#### Task to complete:
Return all records exactly. Nothing may be added.

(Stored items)
┌────────
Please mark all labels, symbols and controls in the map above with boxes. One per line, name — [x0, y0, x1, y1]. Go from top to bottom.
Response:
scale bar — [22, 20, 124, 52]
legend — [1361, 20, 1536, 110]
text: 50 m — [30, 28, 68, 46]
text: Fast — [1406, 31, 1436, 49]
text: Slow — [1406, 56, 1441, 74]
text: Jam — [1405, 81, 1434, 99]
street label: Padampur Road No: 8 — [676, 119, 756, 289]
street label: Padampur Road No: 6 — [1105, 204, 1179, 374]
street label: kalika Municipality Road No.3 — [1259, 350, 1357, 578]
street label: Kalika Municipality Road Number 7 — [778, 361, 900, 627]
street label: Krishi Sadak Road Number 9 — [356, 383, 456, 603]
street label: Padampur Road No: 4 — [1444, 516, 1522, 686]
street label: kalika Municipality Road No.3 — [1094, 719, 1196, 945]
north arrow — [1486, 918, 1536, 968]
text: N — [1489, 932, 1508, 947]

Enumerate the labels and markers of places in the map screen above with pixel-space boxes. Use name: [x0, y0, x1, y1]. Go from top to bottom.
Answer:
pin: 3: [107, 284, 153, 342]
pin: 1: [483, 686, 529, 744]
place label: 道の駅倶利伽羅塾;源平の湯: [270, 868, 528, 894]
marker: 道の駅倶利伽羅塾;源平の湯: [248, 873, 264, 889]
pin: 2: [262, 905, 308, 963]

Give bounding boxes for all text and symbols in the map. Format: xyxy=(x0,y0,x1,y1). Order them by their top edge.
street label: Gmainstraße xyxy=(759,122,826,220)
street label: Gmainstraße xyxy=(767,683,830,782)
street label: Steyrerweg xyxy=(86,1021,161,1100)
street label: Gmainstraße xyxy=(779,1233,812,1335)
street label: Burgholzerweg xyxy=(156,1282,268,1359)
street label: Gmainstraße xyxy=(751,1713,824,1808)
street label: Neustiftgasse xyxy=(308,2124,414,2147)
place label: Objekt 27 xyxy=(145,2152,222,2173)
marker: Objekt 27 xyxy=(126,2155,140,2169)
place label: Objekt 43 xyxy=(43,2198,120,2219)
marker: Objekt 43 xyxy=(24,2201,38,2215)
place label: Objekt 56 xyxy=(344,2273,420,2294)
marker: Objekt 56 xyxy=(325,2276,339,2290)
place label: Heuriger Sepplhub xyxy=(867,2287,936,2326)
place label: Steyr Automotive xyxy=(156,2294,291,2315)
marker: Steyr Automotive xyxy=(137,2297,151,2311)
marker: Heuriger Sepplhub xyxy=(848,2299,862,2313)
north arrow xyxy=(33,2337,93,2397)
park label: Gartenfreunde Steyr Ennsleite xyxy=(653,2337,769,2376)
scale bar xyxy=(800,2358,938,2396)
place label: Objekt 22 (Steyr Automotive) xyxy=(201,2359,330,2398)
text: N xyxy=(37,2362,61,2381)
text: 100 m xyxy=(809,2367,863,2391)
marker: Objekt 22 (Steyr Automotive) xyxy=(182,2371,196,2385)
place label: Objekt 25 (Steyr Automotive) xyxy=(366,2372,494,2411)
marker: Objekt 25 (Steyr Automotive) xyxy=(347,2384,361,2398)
└────────
#### Exercise solution:
Please mark all labels, symbols and controls in the map above with boxes. One per line, name — [x0, y0, x1, y1]. Go from top to bottom.
Response:
scale bar — [22, 20, 124, 52]
legend — [1361, 20, 1536, 110]
text: 50 m — [30, 28, 68, 46]
text: Fast — [1406, 31, 1436, 49]
text: Slow — [1406, 56, 1441, 74]
text: Jam — [1405, 81, 1434, 99]
street label: Padampur Road No: 8 — [676, 119, 756, 289]
street label: Padampur Road No: 6 — [1105, 204, 1179, 374]
street label: kalika Municipality Road No.3 — [1259, 350, 1357, 578]
street label: Kalika Municipality Road Number 7 — [778, 361, 900, 627]
street label: Krishi Sadak Road Number 9 — [356, 383, 456, 603]
street label: Padampur Road No: 4 — [1444, 516, 1522, 686]
street label: kalika Municipality Road No.3 — [1094, 719, 1196, 945]
north arrow — [1486, 918, 1536, 968]
text: N — [1489, 932, 1508, 947]

Enumerate the labels and markers of places in the map screen above with pixel-space boxes. Use name: [x0, y0, x1, y1]. Go from top to bottom.
Answer:
pin: 3: [107, 284, 153, 342]
pin: 1: [483, 686, 529, 744]
place label: 道の駅倶利伽羅塾;源平の湯: [270, 868, 528, 894]
marker: 道の駅倶利伽羅塾;源平の湯: [248, 873, 264, 889]
pin: 2: [262, 905, 308, 963]

Give bounding boxes for all text and symbols in the map. Format: xyxy=(x0,y0,x1,y1). Order them by their top edge.
street label: Gmainstraße xyxy=(759,122,826,220)
street label: Gmainstraße xyxy=(767,683,830,782)
street label: Steyrerweg xyxy=(86,1021,161,1100)
street label: Gmainstraße xyxy=(779,1233,812,1335)
street label: Burgholzerweg xyxy=(156,1282,268,1359)
street label: Gmainstraße xyxy=(751,1713,824,1808)
street label: Neustiftgasse xyxy=(308,2124,414,2147)
place label: Objekt 27 xyxy=(145,2152,222,2173)
marker: Objekt 27 xyxy=(126,2155,140,2169)
place label: Objekt 43 xyxy=(43,2198,120,2219)
marker: Objekt 43 xyxy=(24,2201,38,2215)
place label: Objekt 56 xyxy=(344,2273,420,2294)
marker: Objekt 56 xyxy=(325,2276,339,2290)
place label: Heuriger Sepplhub xyxy=(867,2287,936,2326)
place label: Steyr Automotive xyxy=(156,2294,291,2315)
marker: Steyr Automotive xyxy=(137,2297,151,2311)
marker: Heuriger Sepplhub xyxy=(848,2299,862,2313)
north arrow xyxy=(33,2337,93,2397)
park label: Gartenfreunde Steyr Ennsleite xyxy=(653,2337,769,2376)
scale bar xyxy=(800,2358,938,2396)
place label: Objekt 22 (Steyr Automotive) xyxy=(201,2359,330,2398)
text: N xyxy=(37,2362,61,2381)
text: 100 m xyxy=(809,2367,863,2391)
marker: Objekt 22 (Steyr Automotive) xyxy=(182,2371,196,2385)
place label: Objekt 25 (Steyr Automotive) xyxy=(366,2372,494,2411)
marker: Objekt 25 (Steyr Automotive) xyxy=(347,2384,361,2398)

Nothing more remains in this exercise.